Comment imaginer un seul instant, se demande-t-il alors, que le corps humain,
ce microcosme, ait pu échapper à pareille loi ?
« Il y a là, si l’on y réfléchit, une impossibilité : une telle exception ne serait pas seulement une inexplicable anomalie, elle ruinerait toute l’économie du monde spirituel. Car l’homme est au centre de la création ; c’est à lui de manipuler, pour les diriger au mieux, les forces redoutables qui font vivre et qui font mourir. Est-il concevable que toutes ces choses et ces pouvoirs, séparés et contraires, qui s’excluent les uns les autres, viennent se confondre abominablement dans la main du prêtre ou de l’artisan ? C’est une nécessité vitale que chacune des deux mains « ignore ce que l’autre fait » ; le précepte évangélique ne fait qu’appliquer à une circonstance spéciale cette loi d’incompatibilité des contraires, qui vaut pour tout le monde religieux. Si l’asymétrie organique n’avait pas existé, il aurait fallu l’inventer. »
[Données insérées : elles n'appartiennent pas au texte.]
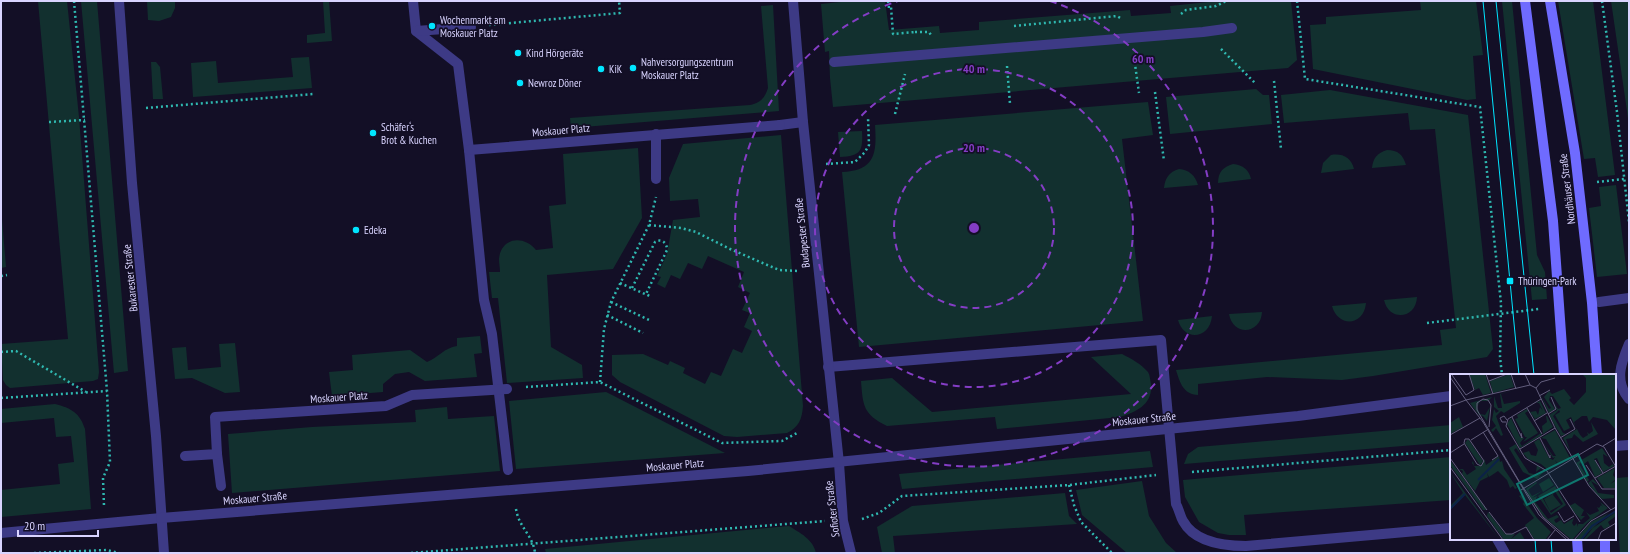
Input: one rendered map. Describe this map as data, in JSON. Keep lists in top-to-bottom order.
{
  "streets": {
    "main road": ["Nordhäuser Straße"],
    "street": [
      "Moskauer Platz",
      "Budapester Straße",
      "Bukarester Straße",
      "Moskauer Straße",
      "Sofioter Straße"
    ]
  },
  "crossings": [
    ["Moskauer Platz", "Budapester Straße"],
    ["Moskauer Platz", "Moskauer Straße"],
    ["Moskauer Platz", "Sofioter Straße"],
    ["Budapester Straße", "Moskauer Straße"],
    ["Budapester Straße", "Sofioter Straße"],
    ["Bukarester Straße", "Moskauer Straße"],
    ["Moskauer Straße", "Sofioter Straße"]
  ],
  "places": {
    "other": [
      "Wochenmarkt am Moskauer Platz",
      "Kind Hörgeräte",
      "Nahversorgungszentrum Moskauer Platz",
      "KiK",
      "Newroz Döner",
      "Schäfer‘s Brot & Kuchen",
      "Edeka"
    ],
    "transit": ["Thüringen-Park"]
  },
  "scale_bar": "20 m",
  "rings": ["60 m", "40 m", "20 m"]
}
C’est ainsi, conclut l’auteur, que la main droite et la main gauche auraient à leur tour été comprises dans ce système dualiste. Prétextant une prédisposition physiologique « presque insignifiante », la droiterie, l’homme aurait naturellement été amené à penser que ses mains s’opposaient en dignité autant qu’elles différaient en adresse. La main droite n’était plus seulement la plus habile… elle était la plus vertueuse. A contrario, la main gauche n’était plus seulement la main la plus faible… elle était la moins vertueuse. Bref, l’homme n’avait pas deux mains, collaborant, chacune selon ses compétences, à un même projet… il avait une bonne main et une mauvaise main.
… D’où les misères qu’endura le gaucher au cours des âges,
lui dont le comportement inversé semblait bafouer la loi.
Même si, dans cette fameuse étude de décembre 1909, Robert Hertz ne prend jamais la défense du gaucher (ce n’est pas son travail ; l’ethnologue se borne à objectiver des faits sociaux), force est néanmoins d’admettre qu’il va notablement contribuer à sa « délivrance ». En démontrant que celui-ci est victime d’un tabou socioreligieux, il le soulage, en quelque sorte, de l’infamante culpabilité que l’opinion publique comme le monde savant de l’époque font peser sur ses épaules.
Qu’hommage soit donc ici rendu à Robert Hertz.
pmb
Bibliographie
– On trouvera sur le Web quelques éléments utiles pour la compréhension de l’œuvre de Robert Hertz. La notice que lui consacre Wikipédia, notamment, est assez bien faite : R.Hertz
* Réédition d’une chronique mise en ligne en décembre 2009.